--- Given data Enclosed Below ---

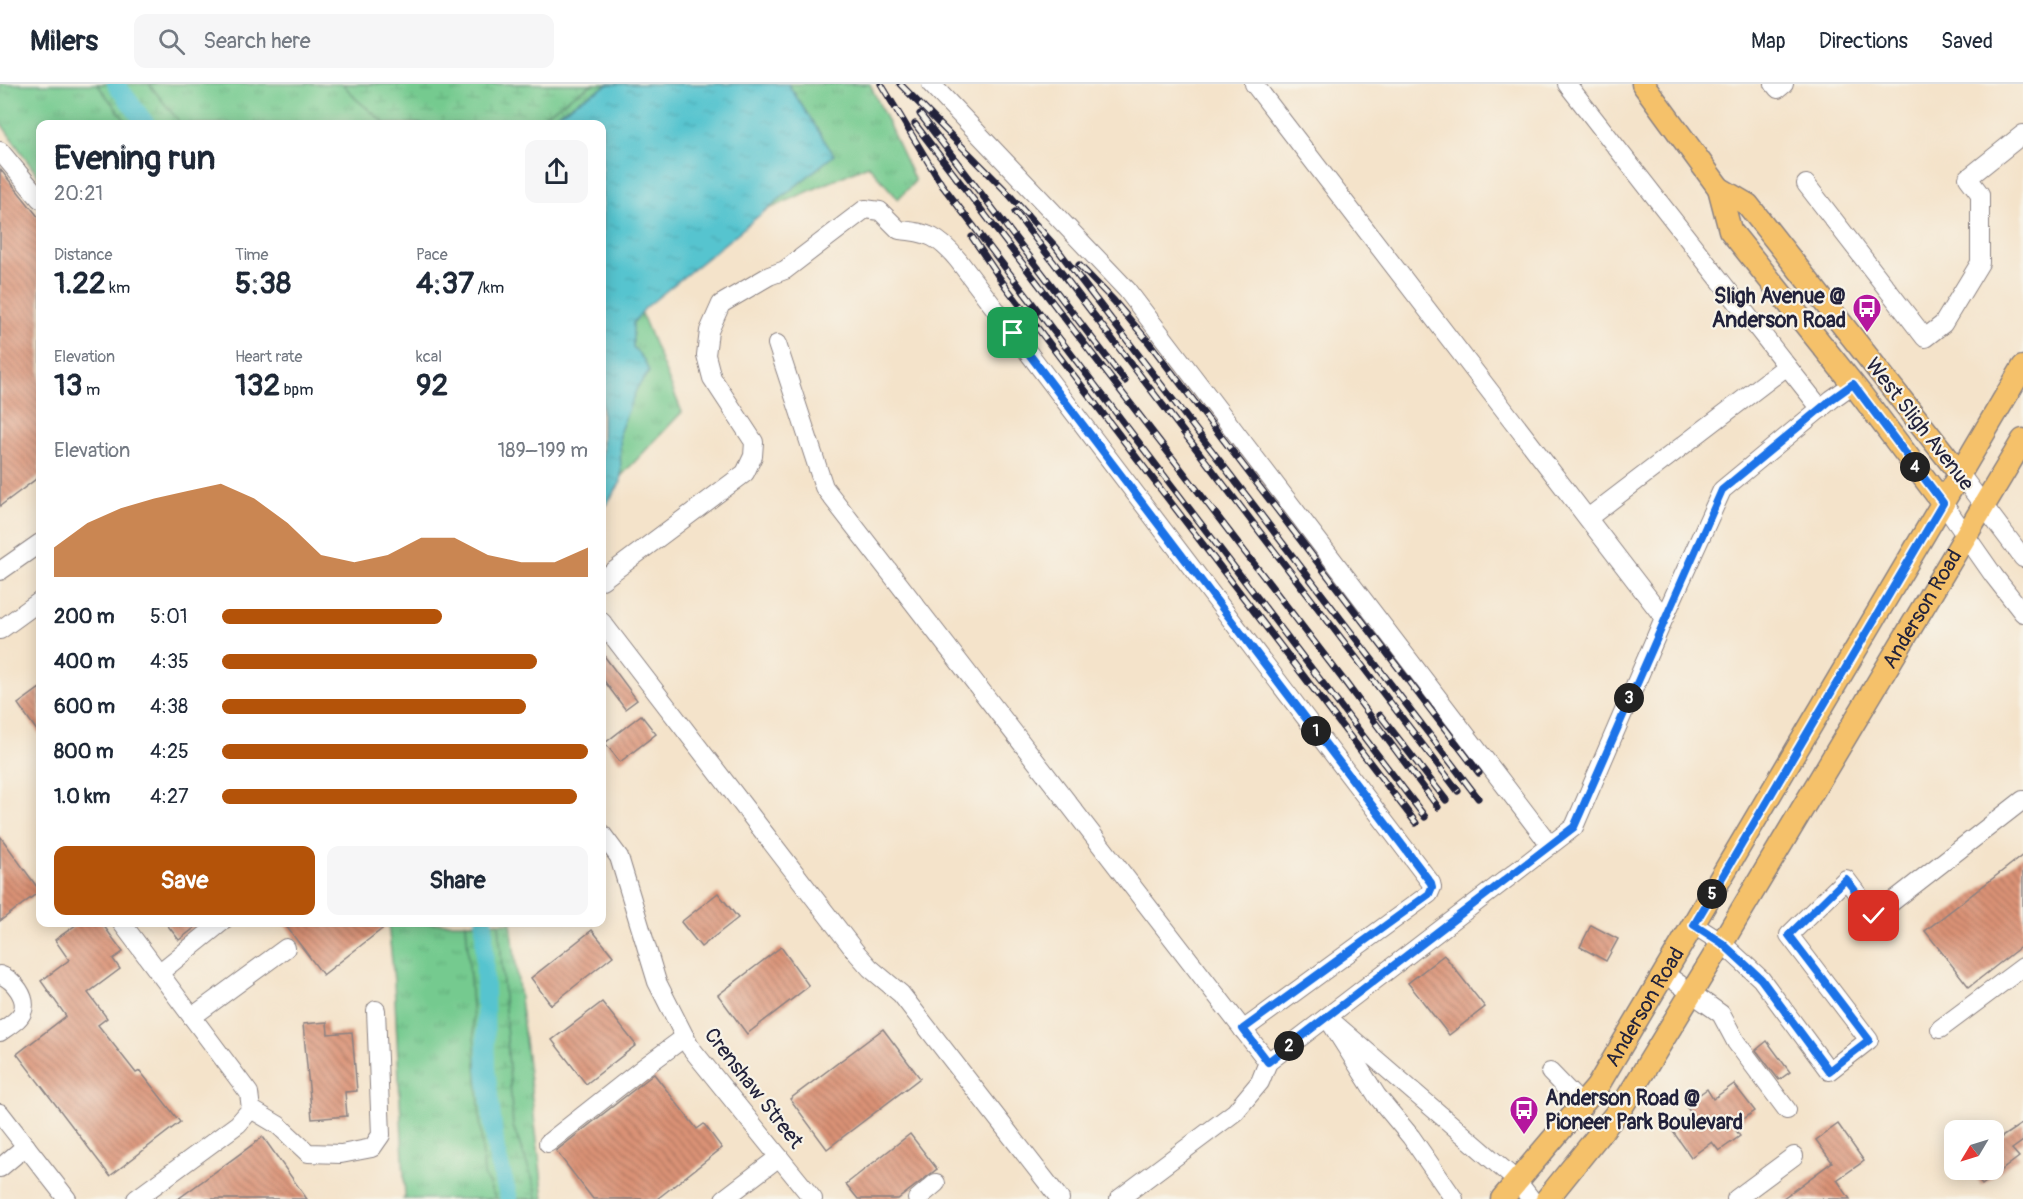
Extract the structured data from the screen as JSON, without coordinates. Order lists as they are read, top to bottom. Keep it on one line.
{"streets":{"main road":["West Sligh Avenue","Anderson Road"],"street":["Crenshaw Street"]},"crossings":[["West Sligh Avenue","Anderson Road"]],"places":{"bus stop":["Sligh Avenue @ Anderson Road","Anderson Road @ Pioneer Park Boulevard"]},"north":"bottom left","page":{"header":"Milers","search":"Search here","nav":["Map","Directions","Saved"],"heading":["Evening run","20:21"],"stats":[["Distance","1.22 km"],["Time","5:38"],["Pace","4:37 /km"],["Elevation","13 m"],["Heart rate","132 bpm"],["kcal","92"]],"chart":["Elevation","189–199 m"],"pins":["4","3","1","5","2"],"list":[{"name":"200 m","note":"5:01"},{"name":"400 m","note":"4:35"},{"name":"600 m","note":"4:38"},{"name":"800 m","note":"4:25"},{"name":"1.0 km","note":"4:27"}],"buttons":["Save","Share"]}}
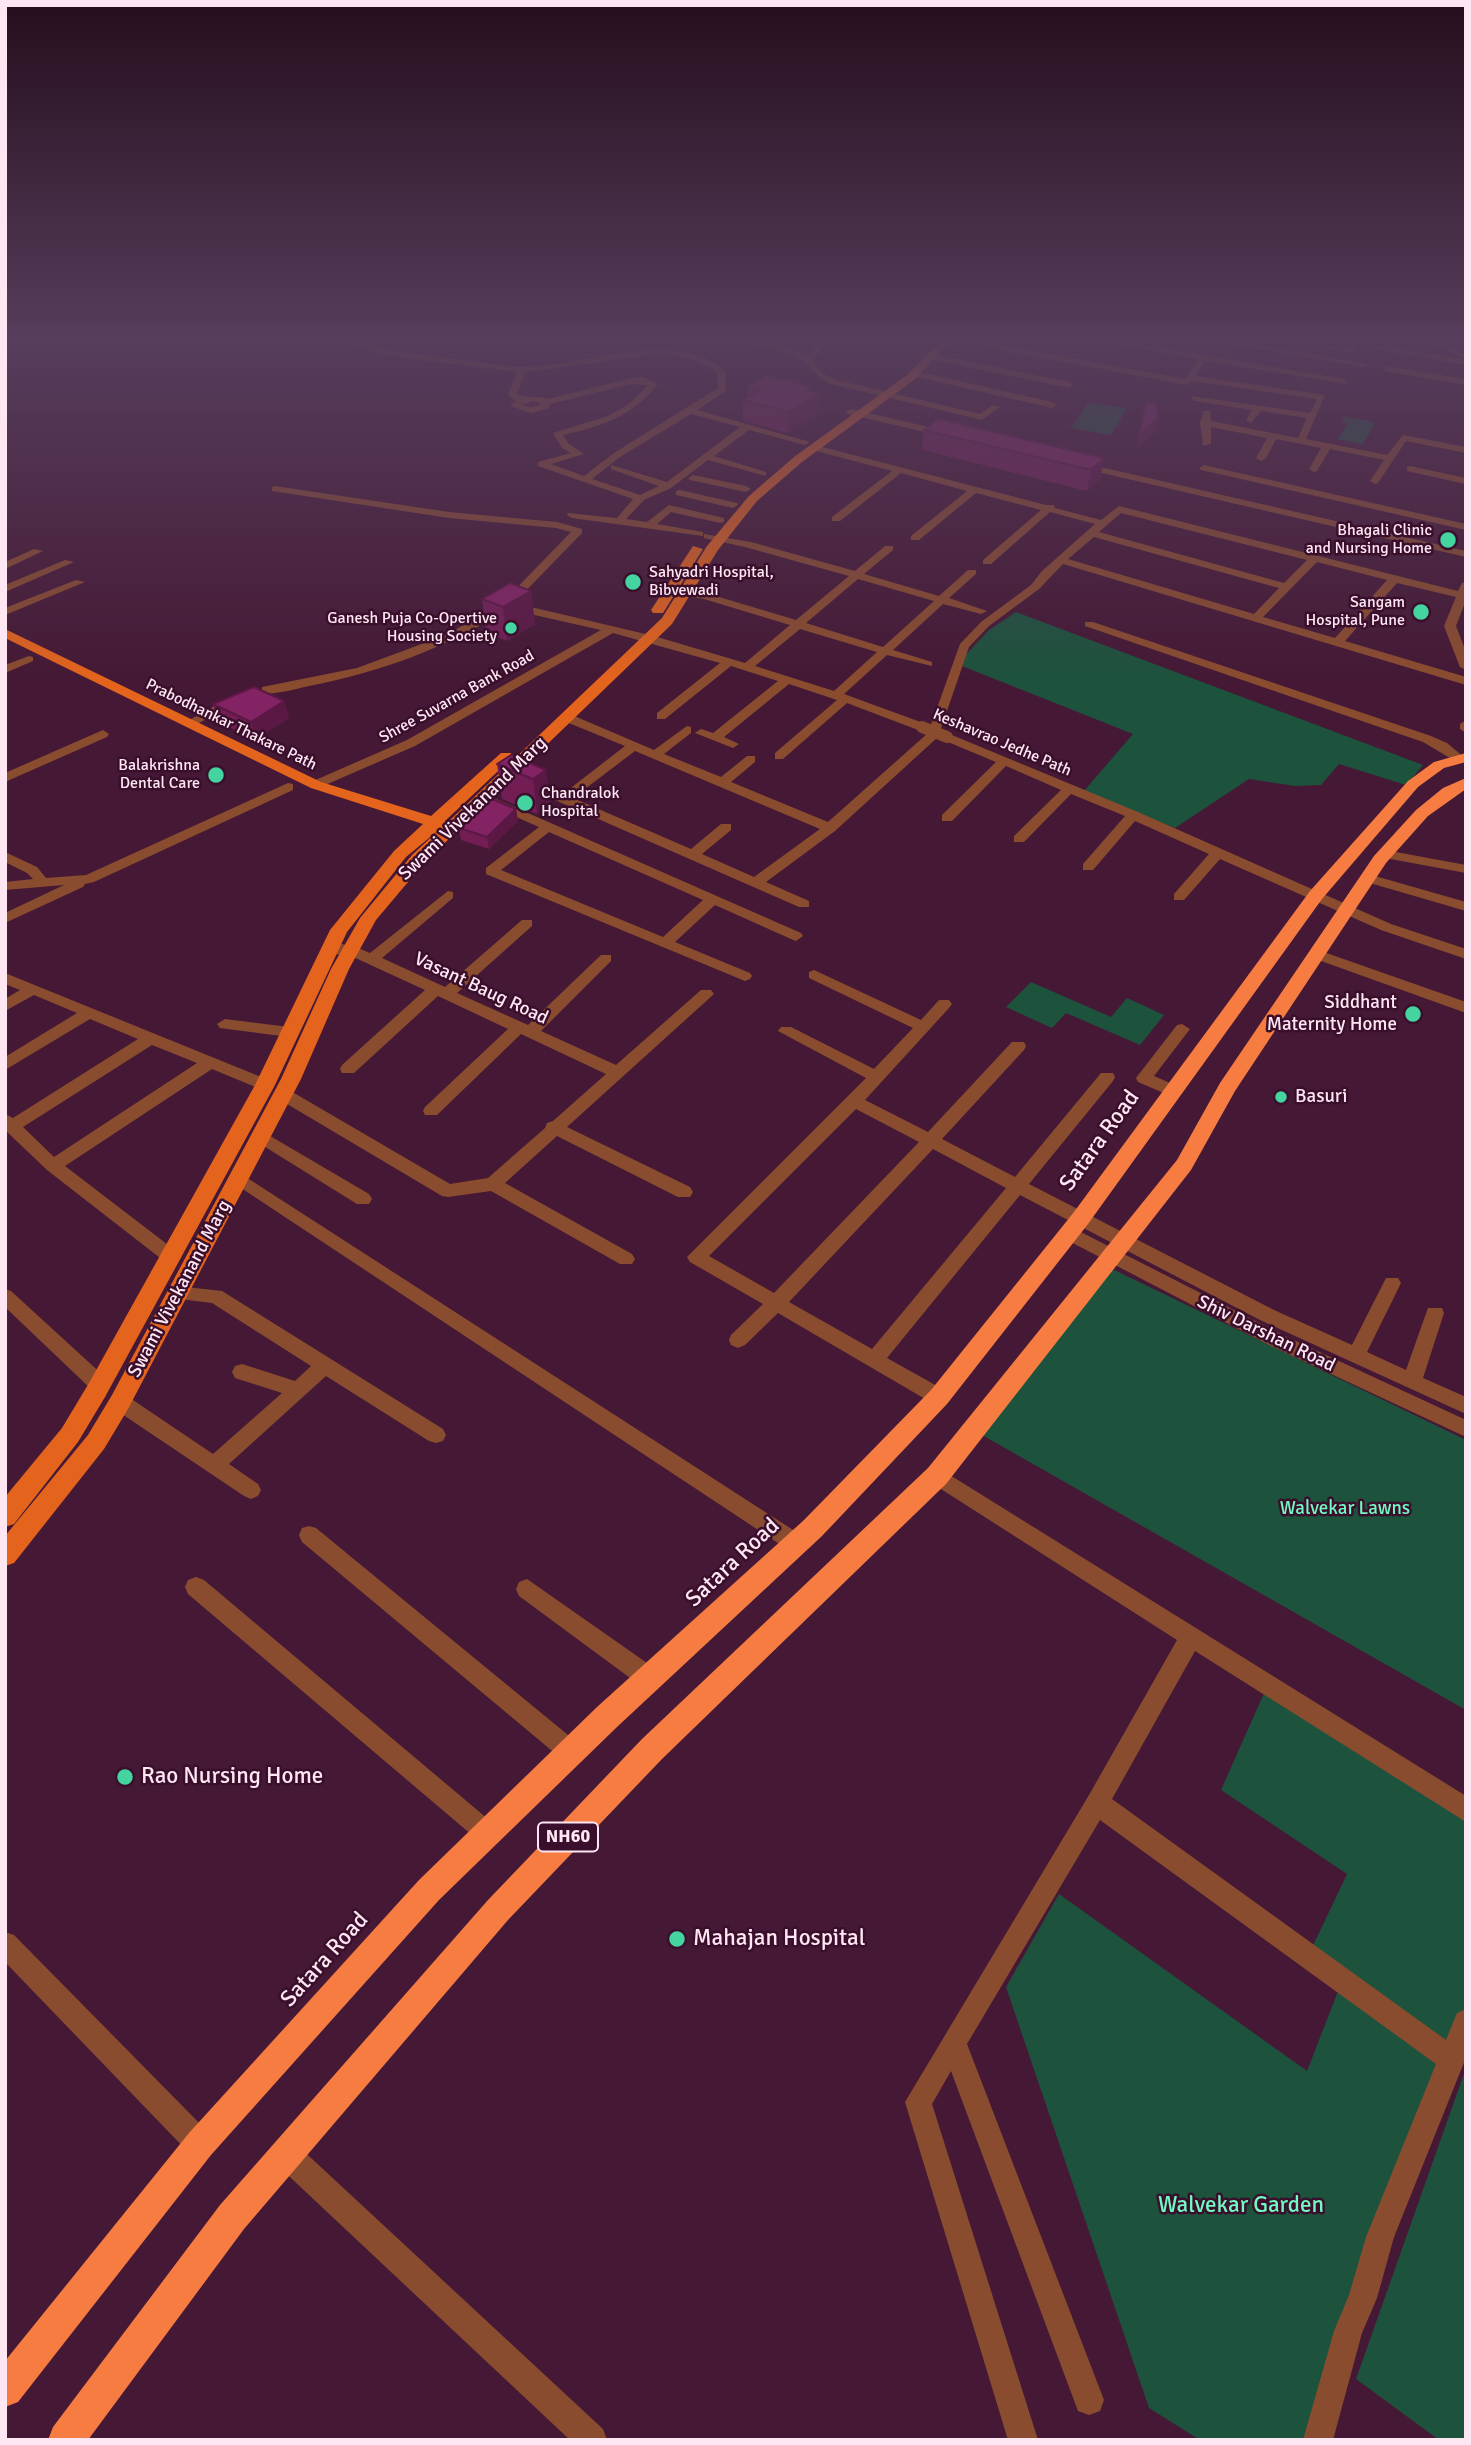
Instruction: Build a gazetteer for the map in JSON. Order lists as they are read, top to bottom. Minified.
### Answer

--- End of Enclosed Given data ---

- _Task item_
Although the material contains pictures, only the lines are to be written out, exactly as they stand.

- _Answer to this exercise_
Extract the structured data from the screen as JSON, without coordinates. Order lists as they are read, top to bottom. Keep it on one line.
{"streets":{"main road":["West Sligh Avenue","Anderson Road"],"street":["Crenshaw Street"]},"crossings":[["West Sligh Avenue","Anderson Road"]],"places":{"bus stop":["Sligh Avenue @ Anderson Road","Anderson Road @ Pioneer Park Boulevard"]},"north":"bottom left","page":{"header":"Milers","search":"Search here","nav":["Map","Directions","Saved"],"heading":["Evening run","20:21"],"stats":[["Distance","1.22 km"],["Time","5:38"],["Pace","4:37 /km"],["Elevation","13 m"],["Heart rate","132 bpm"],["kcal","92"]],"chart":["Elevation","189–199 m"],"pins":["4","3","1","5","2"],"list":[{"name":"200 m","note":"5:01"},{"name":"400 m","note":"4:35"},{"name":"600 m","note":"4:38"},{"name":"800 m","note":"4:25"},{"name":"1.0 km","note":"4:27"}],"buttons":["Save","Share"]}}
Instruction: Build a gazetteer for the map in JSON. Order lists as they are read, top to bottom. Minified.
### Answer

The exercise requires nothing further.